Since we only had 6 days for our Olympic National Park itinerary, we continued on and ended up camping at Klahowya campground, which is technically outside of the National Park in the neighboring National Forest. It was right along Highway 101 and also along the Sol Duc River. This is a great campsite for putting yourself close to Forks for the next day of adventures!
Day 3: Forks & La Push Beaches
From Klahowya Campground, continue west on your Olympic National Park road trip on Highway 101 towards Forks. If you are a young female, or avid vampire fan, you might be wondering why you’ve heard of Forks, WA. Well, that is the town Stephanie Meyer used to base her Twilight series novels.

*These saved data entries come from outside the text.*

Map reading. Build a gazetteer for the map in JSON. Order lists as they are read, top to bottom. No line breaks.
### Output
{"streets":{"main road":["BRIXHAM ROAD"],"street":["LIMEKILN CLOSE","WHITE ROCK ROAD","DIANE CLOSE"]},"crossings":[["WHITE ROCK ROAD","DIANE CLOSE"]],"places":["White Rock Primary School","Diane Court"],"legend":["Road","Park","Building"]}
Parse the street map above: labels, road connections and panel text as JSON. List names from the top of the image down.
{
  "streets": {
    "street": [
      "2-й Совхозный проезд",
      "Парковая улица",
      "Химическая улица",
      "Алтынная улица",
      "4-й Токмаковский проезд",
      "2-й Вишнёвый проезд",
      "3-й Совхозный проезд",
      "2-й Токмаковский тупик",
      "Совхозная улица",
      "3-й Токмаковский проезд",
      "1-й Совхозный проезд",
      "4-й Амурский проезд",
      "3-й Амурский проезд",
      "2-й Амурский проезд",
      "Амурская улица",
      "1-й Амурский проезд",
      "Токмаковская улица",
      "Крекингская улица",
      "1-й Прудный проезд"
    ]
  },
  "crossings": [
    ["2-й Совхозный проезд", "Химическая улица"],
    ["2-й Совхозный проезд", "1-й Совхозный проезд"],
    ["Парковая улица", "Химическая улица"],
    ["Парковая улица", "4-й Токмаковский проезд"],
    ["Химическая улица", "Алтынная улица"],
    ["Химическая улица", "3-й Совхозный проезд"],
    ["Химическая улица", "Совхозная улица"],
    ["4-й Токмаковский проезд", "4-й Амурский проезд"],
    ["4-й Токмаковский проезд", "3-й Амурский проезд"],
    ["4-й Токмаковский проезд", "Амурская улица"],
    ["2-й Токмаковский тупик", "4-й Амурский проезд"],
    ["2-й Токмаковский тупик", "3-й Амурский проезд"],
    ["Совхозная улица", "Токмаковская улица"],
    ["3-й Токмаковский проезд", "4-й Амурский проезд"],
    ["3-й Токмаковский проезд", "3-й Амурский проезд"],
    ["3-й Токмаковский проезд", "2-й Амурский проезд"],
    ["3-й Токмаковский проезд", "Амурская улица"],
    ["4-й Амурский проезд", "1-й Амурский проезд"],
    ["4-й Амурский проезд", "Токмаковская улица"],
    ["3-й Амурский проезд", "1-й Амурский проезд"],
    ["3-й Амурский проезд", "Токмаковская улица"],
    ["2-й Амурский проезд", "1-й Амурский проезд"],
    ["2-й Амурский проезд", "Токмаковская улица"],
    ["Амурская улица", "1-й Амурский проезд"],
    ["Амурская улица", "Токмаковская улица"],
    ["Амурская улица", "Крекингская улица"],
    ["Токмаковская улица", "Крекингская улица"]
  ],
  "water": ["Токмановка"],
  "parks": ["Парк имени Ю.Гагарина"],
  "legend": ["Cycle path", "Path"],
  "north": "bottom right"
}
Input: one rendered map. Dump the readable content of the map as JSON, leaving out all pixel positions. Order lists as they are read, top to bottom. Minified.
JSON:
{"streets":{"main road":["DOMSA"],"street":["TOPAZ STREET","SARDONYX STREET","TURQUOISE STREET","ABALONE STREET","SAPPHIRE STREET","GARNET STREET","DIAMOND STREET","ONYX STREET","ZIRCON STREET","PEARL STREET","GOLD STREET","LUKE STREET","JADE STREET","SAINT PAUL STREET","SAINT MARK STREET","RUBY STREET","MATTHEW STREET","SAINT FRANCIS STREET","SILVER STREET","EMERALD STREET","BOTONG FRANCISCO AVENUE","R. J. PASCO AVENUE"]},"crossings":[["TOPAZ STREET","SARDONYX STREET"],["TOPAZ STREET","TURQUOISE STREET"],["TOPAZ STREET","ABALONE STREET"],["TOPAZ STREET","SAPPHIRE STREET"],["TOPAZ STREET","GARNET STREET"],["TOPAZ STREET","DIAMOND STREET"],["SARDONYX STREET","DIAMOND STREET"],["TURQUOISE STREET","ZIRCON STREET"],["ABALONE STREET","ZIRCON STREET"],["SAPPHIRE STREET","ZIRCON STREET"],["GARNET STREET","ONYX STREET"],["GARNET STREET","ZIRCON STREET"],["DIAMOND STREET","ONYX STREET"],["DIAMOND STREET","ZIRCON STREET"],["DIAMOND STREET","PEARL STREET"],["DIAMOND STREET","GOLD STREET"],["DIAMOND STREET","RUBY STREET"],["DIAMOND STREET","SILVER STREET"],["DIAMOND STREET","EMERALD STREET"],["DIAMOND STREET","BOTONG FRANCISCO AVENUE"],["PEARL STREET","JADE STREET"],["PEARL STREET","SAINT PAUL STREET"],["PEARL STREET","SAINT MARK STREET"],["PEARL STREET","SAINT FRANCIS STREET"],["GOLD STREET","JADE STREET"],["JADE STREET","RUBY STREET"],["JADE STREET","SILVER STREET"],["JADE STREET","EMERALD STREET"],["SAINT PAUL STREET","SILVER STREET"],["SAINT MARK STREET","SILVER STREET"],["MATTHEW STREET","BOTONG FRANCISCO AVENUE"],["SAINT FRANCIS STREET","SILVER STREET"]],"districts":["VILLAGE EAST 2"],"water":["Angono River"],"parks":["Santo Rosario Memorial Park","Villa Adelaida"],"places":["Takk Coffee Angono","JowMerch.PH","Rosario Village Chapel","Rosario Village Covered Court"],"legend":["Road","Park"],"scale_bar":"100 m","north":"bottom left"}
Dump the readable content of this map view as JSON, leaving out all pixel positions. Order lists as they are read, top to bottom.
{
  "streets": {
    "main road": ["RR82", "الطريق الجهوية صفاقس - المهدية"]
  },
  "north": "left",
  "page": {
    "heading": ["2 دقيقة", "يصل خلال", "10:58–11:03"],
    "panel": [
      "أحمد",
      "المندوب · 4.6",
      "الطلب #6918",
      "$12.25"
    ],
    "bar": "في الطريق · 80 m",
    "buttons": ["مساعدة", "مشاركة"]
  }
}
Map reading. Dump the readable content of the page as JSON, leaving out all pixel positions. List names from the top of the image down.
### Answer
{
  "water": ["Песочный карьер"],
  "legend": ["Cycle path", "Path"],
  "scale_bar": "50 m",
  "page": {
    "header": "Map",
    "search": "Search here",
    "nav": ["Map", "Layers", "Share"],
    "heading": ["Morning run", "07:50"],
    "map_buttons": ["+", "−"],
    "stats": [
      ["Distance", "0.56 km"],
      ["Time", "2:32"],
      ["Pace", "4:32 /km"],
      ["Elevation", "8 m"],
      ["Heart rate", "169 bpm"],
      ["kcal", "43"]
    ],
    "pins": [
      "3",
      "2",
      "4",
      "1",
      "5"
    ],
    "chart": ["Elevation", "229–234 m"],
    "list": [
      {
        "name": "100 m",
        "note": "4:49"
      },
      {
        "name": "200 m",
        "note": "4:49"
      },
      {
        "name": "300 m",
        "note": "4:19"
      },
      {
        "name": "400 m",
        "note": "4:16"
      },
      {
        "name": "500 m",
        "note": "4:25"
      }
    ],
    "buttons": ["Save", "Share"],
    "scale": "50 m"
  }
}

While none of the movie was filmed on the Olympic Peninsula (Meyer never even visited!), if you do want to “Twilight geek out” head straight to the Forks Chamber of Commerce Visitor Center, which offers all the Twilight trivia and maps you need. It is important to note though that after Port Angeles, Forks is the 2nd largest city you will pass through on this trip so if you need a hot shower, warm bed, more supplies or just a nice cup of espresso, make it happen in Forks!
Just north of Forks is the turn-off for La Push, Mora, and Rialto Beach. La Push has three main beaches and they are simply named – First Beach, Second Beach and Third Beach.
First Beach is literally right in town and is the only beach that can be accessed by car.
Second Beach was roughly a one-mile hike from the parking lot and was an absolutely beautiful spot for a picnic lunch. We ate and explored the large beach before high tide started setting in.
Third Beach is a flat 1.6 mile hike from the parking lot. On the way back to the 101, we did find what appeared to be a cute gem called Manitou Lodge if you need a night in a bed. The lodge is off Mora Road and has a small gift shop that features local artists, which is why we ventured back to check it out. The lodge and its grounds were impressive, and they have lots of information and advice for exploring the local area available in their “Great Room” which boasts a massive stone fireplace and vaulted ceilings. From here, either stay the night at Mora campground or venture on to the Hoh Rainforest to camp.
Day 4: Hoh Rainforest
Before leaving Forks for The Hoh Rainforest, make sure you are stocked on food and necessities, as there is only a small coffee shop/café/convenience store that offers a limited selection. The rainforest, less than an hour from Forks, is located down Upper Hoh Road. Hook a left off 101 onto Upper Hoh Road and travel 18 lush miles east to the Hoh rainforest and visitor center.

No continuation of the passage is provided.